GOAL OF THE EXERCISE: Find how many lines in the data below include the word "Community", then write only that number.

THE DATA START

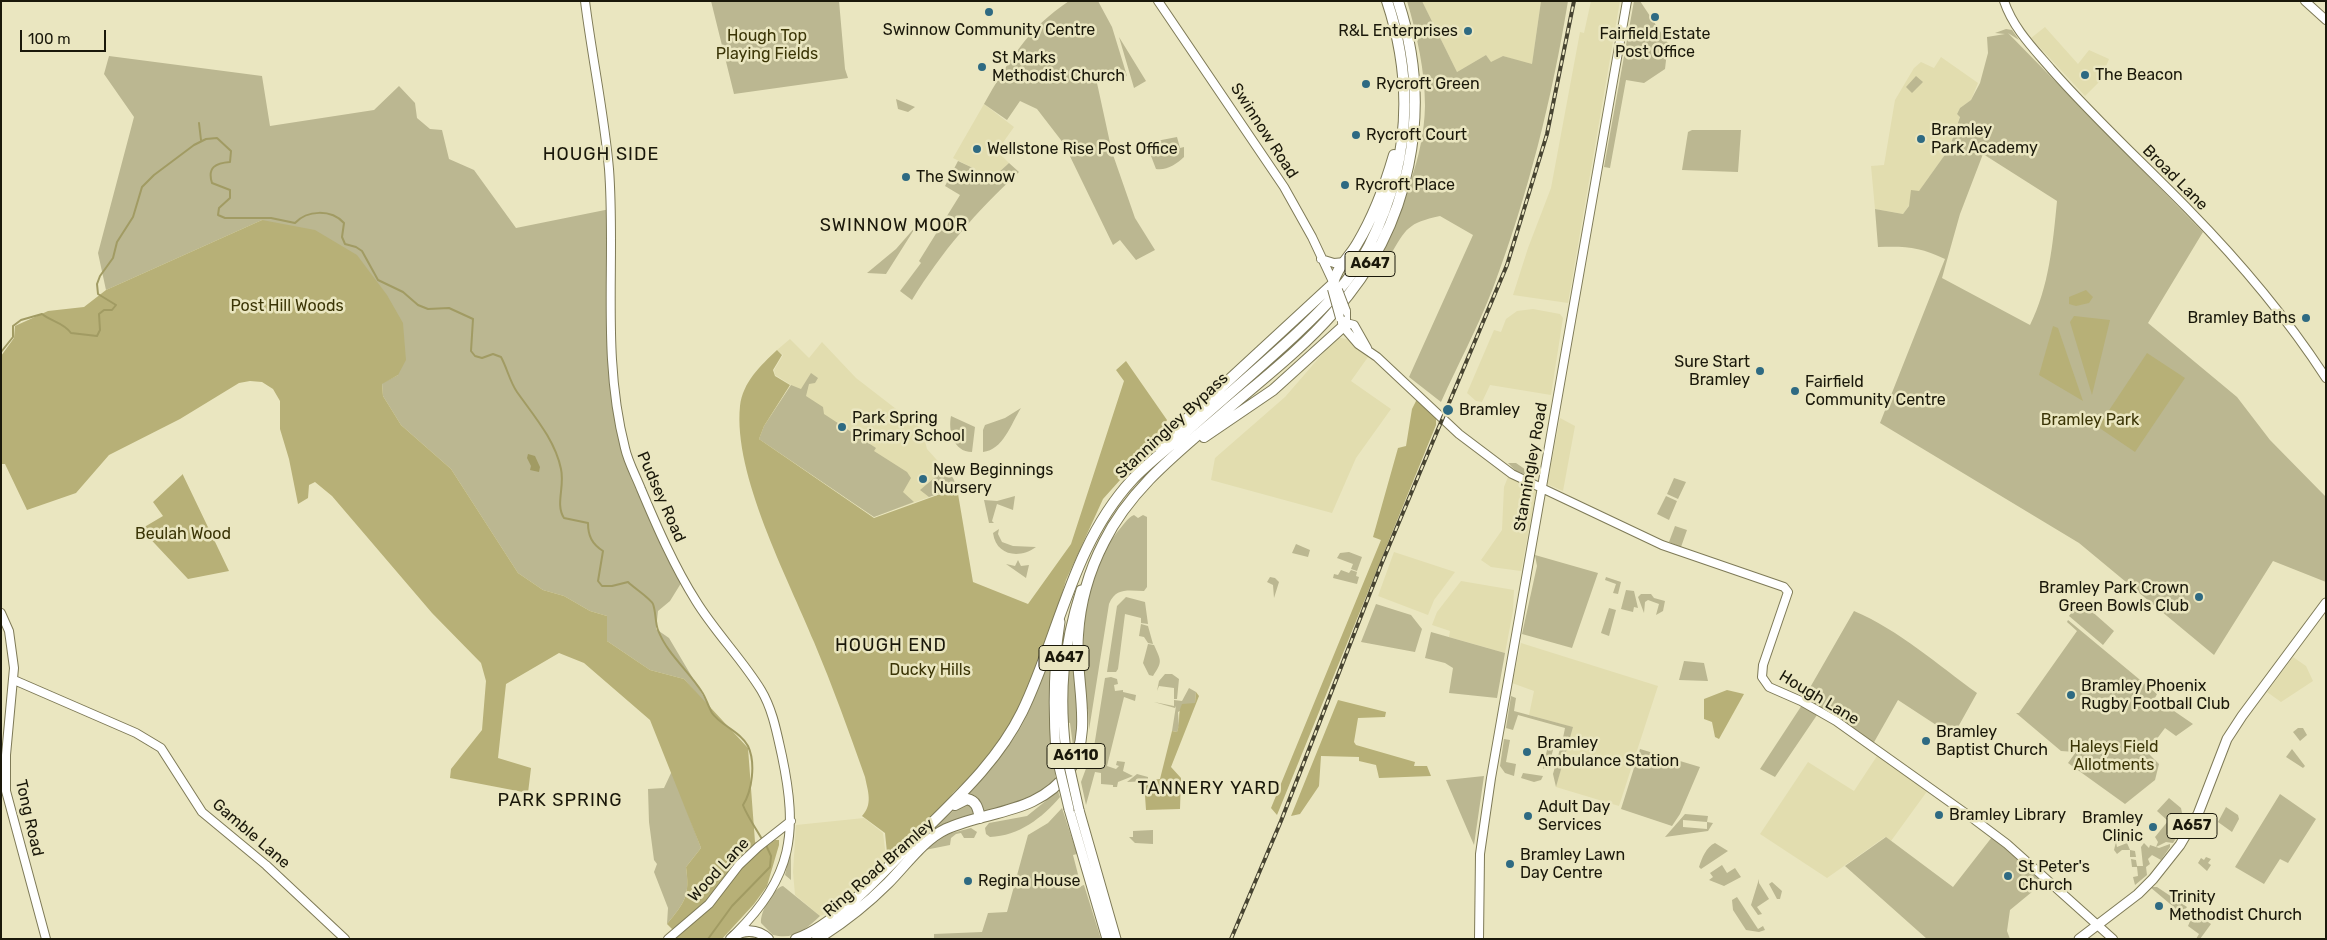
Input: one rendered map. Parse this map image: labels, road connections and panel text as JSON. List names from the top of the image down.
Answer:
{
  "streets": {
    "highway": [
      "A647",
      "Stanningley Bypass",
      "A6110",
      "Ring Road Bramley"
    ],
    "main road": ["A657"],
    "street": [
      "Swinnow Road",
      "Broad Lane",
      "Stanningley Road",
      "Pudsey Road",
      "Hough Lane",
      "Tong Road",
      "Gamble Lane",
      "Wood Lane"
    ]
  },
  "crossings": [
    ["Swinnow Road", "A647"],
    ["Swinnow Road", "Stanningley Road"],
    ["Swinnow Road", "Hough Lane"],
    ["A647", "Stanningley Bypass"],
    ["Stanningley Bypass", "Ring Road Bramley"],
    ["Stanningley Road", "Hough Lane"],
    ["Pudsey Road", "Wood Lane"],
    ["Hough Lane", "A657"],
    ["Tong Road", "Gamble Lane"]
  ],
  "districts": [
    "HOUGH SIDE",
    "SWINNOW MOOR",
    "HOUGH END",
    "TANNERY YARD",
    "PARK SPRING"
  ],
  "parks": [
    "Hough Top Playing Fields",
    "Post Hill Woods",
    "Bramley Park",
    "Beulah Wood",
    "Ducky Hills",
    "Haleys Field Allotments"
  ],
  "places": [
    "Swinnow Community Centre",
    "Fairfield Estate Post Office",
    "R&L Enterprises",
    "St Marks Methodist Church",
    "The Beacon",
    "Rycroft Green",
    "Rycroft Court",
    "Bramley Park Academy",
    "Wellstone Rise Post Office",
    "The Swinnow",
    "Rycroft Place",
    "Bramley Baths",
    "Sure Start Bramley",
    "Fairfield Community Centre",
    "Bramley",
    "Park Spring Primary School",
    "New Beginnings Nursery",
    "Bramley Park Crown Green Bowls Club",
    "Bramley Phoenix Rugby Football Club",
    "Bramley Baptist Church",
    "Bramley Ambulance Station",
    "Bramley Library",
    "Adult Day Services",
    "Bramley Clinic",
    "Bramley Lawn Day Centre",
    "St Peter's Church",
    "Regina House",
    "Trinity Methodist Church"
  ],
  "scale_bar": "100 m"
}
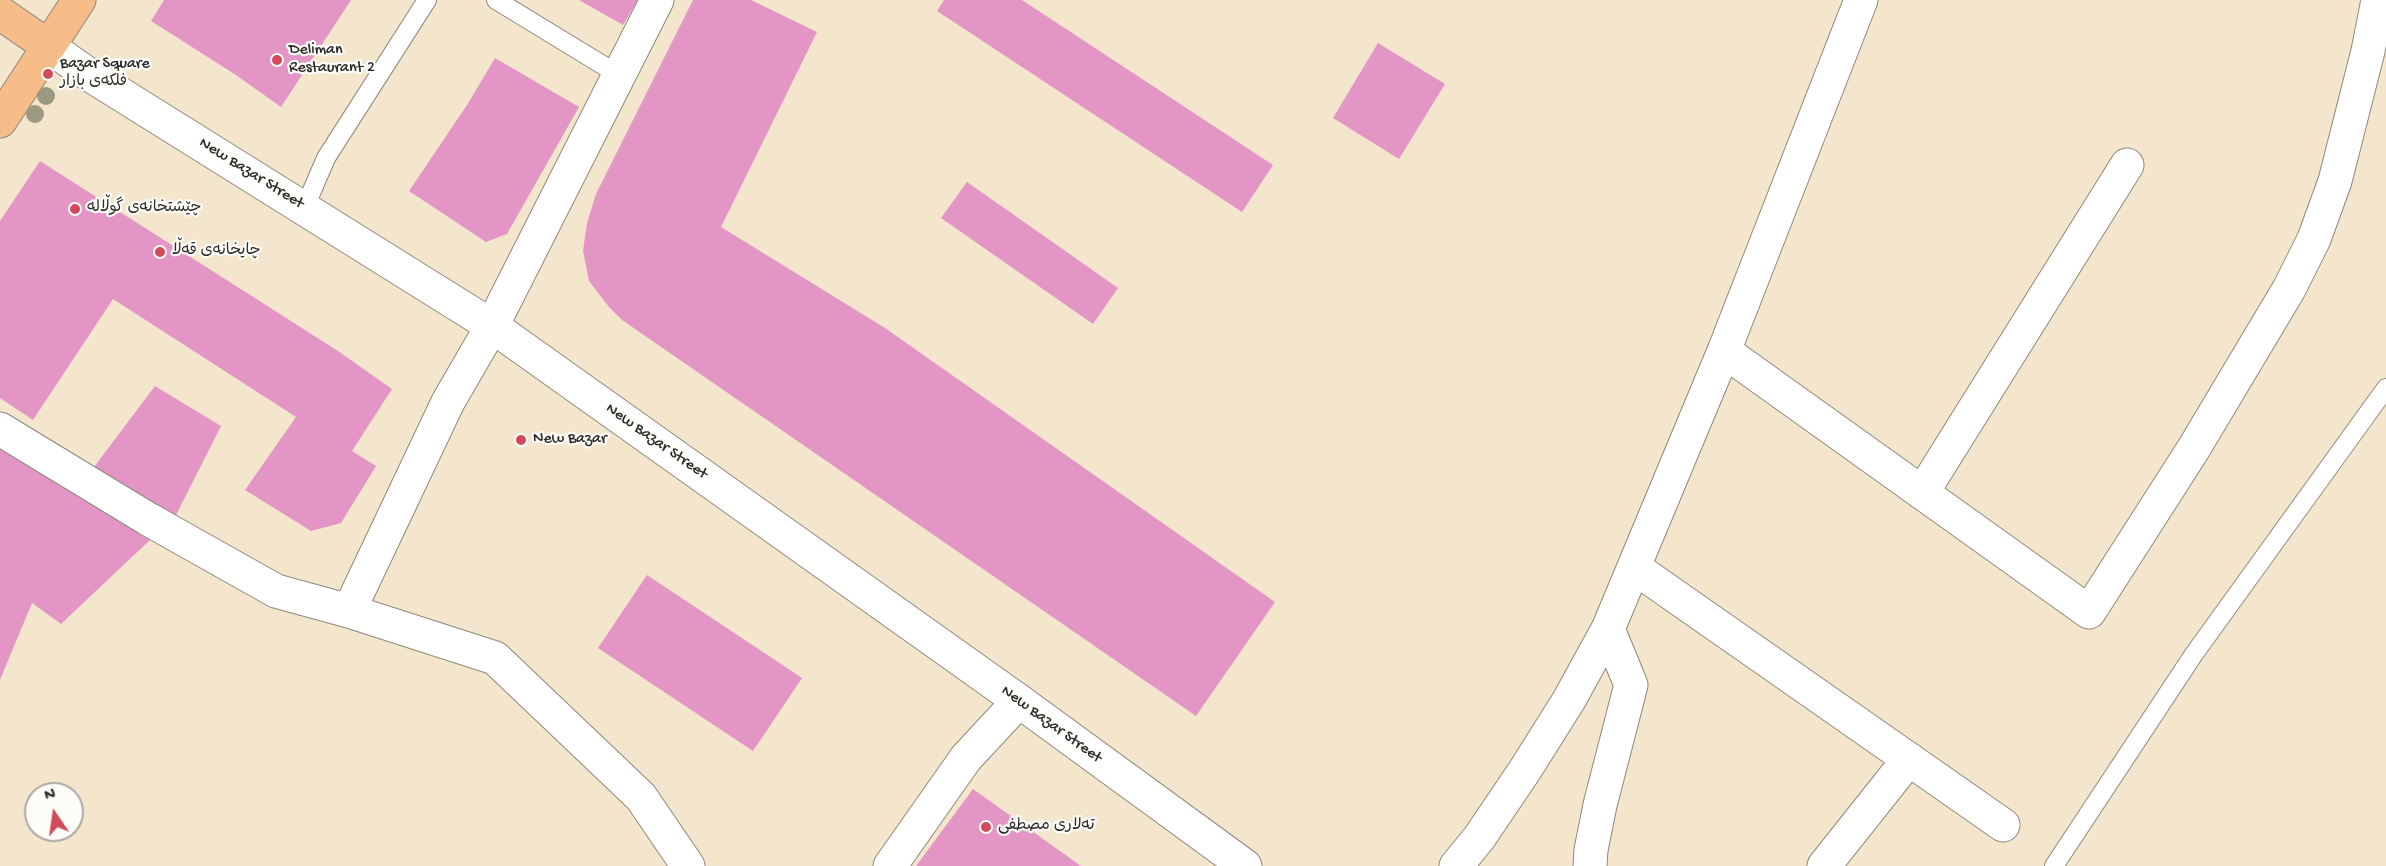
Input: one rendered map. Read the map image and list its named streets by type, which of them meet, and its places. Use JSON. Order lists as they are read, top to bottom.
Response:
{
  "streets": {
    "street": ["New Bazar Street"]
  },
  "places": [
    "Deliman Restaurant 2",
    "Bazar Square فلکەی بازار",
    "چێشتخانەی گوڵالە",
    "چایخانەی قەڵا",
    "New Bazar",
    "تەلاری مصطفی"
  ],
  "north": "top"
}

THE DATA END

ANSWER BOX: 2